* _PROBLEM TO SOLVE_: Please transcribe all of the entries exactly, leaving out any images.

*** Opening of RECORDS FOR THE TASK ***

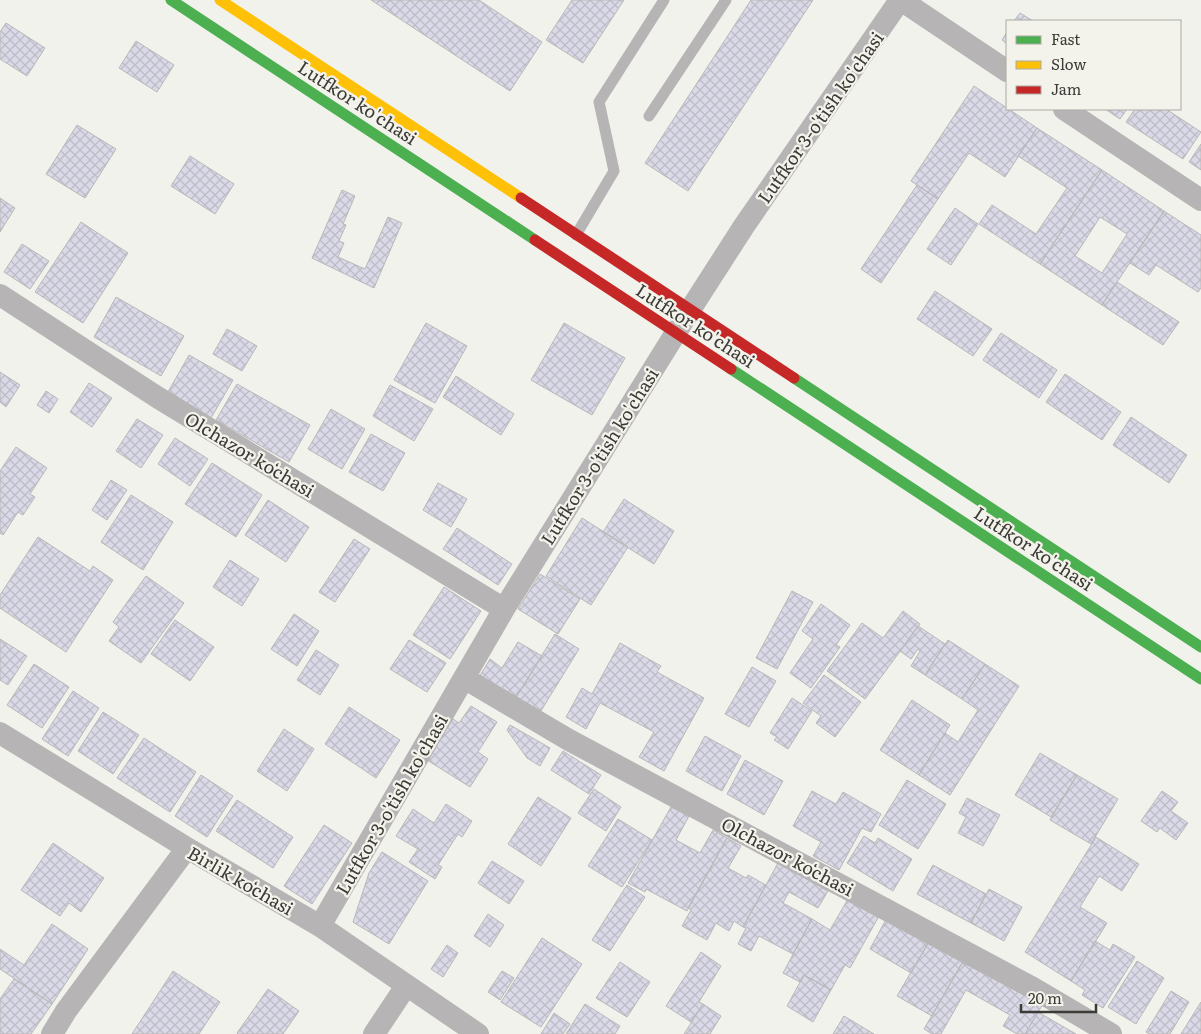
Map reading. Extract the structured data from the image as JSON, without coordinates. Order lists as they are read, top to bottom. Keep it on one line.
{"streets":{"main road":["Lutfkor ko'chasi"],"street":["Lutfkor 3-o'tish ko'chasi","Olchazor koʻchasi","Birlik koʻchasi"]},"crossings":[["Lutfkor ko'chasi","Lutfkor 3-o'tish ko'chasi"],["Lutfkor 3-o'tish ko'chasi","Olchazor koʻchasi"],["Lutfkor 3-o'tish ko'chasi","Birlik koʻchasi"]],"legend":["Fast","Slow","Jam"],"scale_bar":"20 m"}
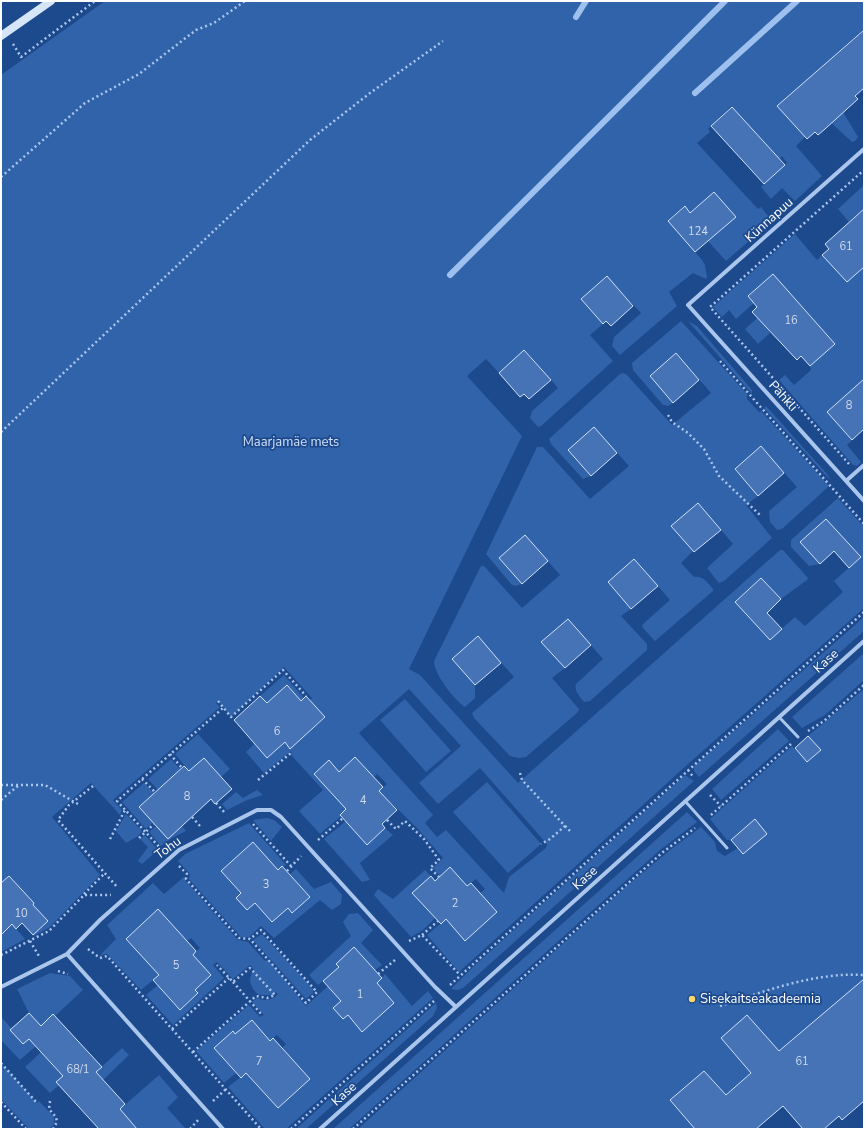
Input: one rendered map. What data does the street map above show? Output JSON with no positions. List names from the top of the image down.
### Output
{
  "streets": {
    "street": [
      "Künnapuu",
      "Pähkli",
      "Kase",
      "Tohu"
    ]
  },
  "crossings": [
    ["Künnapuu", "Pähkli"],
    ["Kase", "Tohu"]
  ],
  "parks": ["Maarjamäe mets"],
  "places": ["Sisekaitseakadeemia"],
  "house_numbers": [
    "124",
    "61",
    "16",
    "8",
    "6",
    "8",
    "4",
    "3",
    "2",
    "10",
    "5",
    "1",
    "7",
    "61",
    "68/1"
  ]
}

*** Close of RECORDS FOR THE TASK ***

* _RESPONSE BELOW_:
Map reading. Extract the structured data from the image as JSON, without coordinates. Order lists as they are read, top to bottom. Keep it on one line.
{"streets":{"main road":["Lutfkor ko'chasi"],"street":["Lutfkor 3-o'tish ko'chasi","Olchazor koʻchasi","Birlik koʻchasi"]},"crossings":[["Lutfkor ko'chasi","Lutfkor 3-o'tish ko'chasi"],["Lutfkor 3-o'tish ko'chasi","Olchazor koʻchasi"],["Lutfkor 3-o'tish ko'chasi","Birlik koʻchasi"]],"legend":["Fast","Slow","Jam"],"scale_bar":"20 m"}
Input: one rendered map. What data does the street map above show? Output JSON with no positions. List names from the top of the image down.
### Output
{
  "streets": {
    "street": [
      "Künnapuu",
      "Pähkli",
      "Kase",
      "Tohu"
    ]
  },
  "crossings": [
    ["Künnapuu", "Pähkli"],
    ["Kase", "Tohu"]
  ],
  "parks": ["Maarjamäe mets"],
  "places": ["Sisekaitseakadeemia"],
  "house_numbers": [
    "124",
    "61",
    "16",
    "8",
    "6",
    "8",
    "4",
    "3",
    "2",
    "10",
    "5",
    "1",
    "7",
    "61",
    "68/1"
  ]
}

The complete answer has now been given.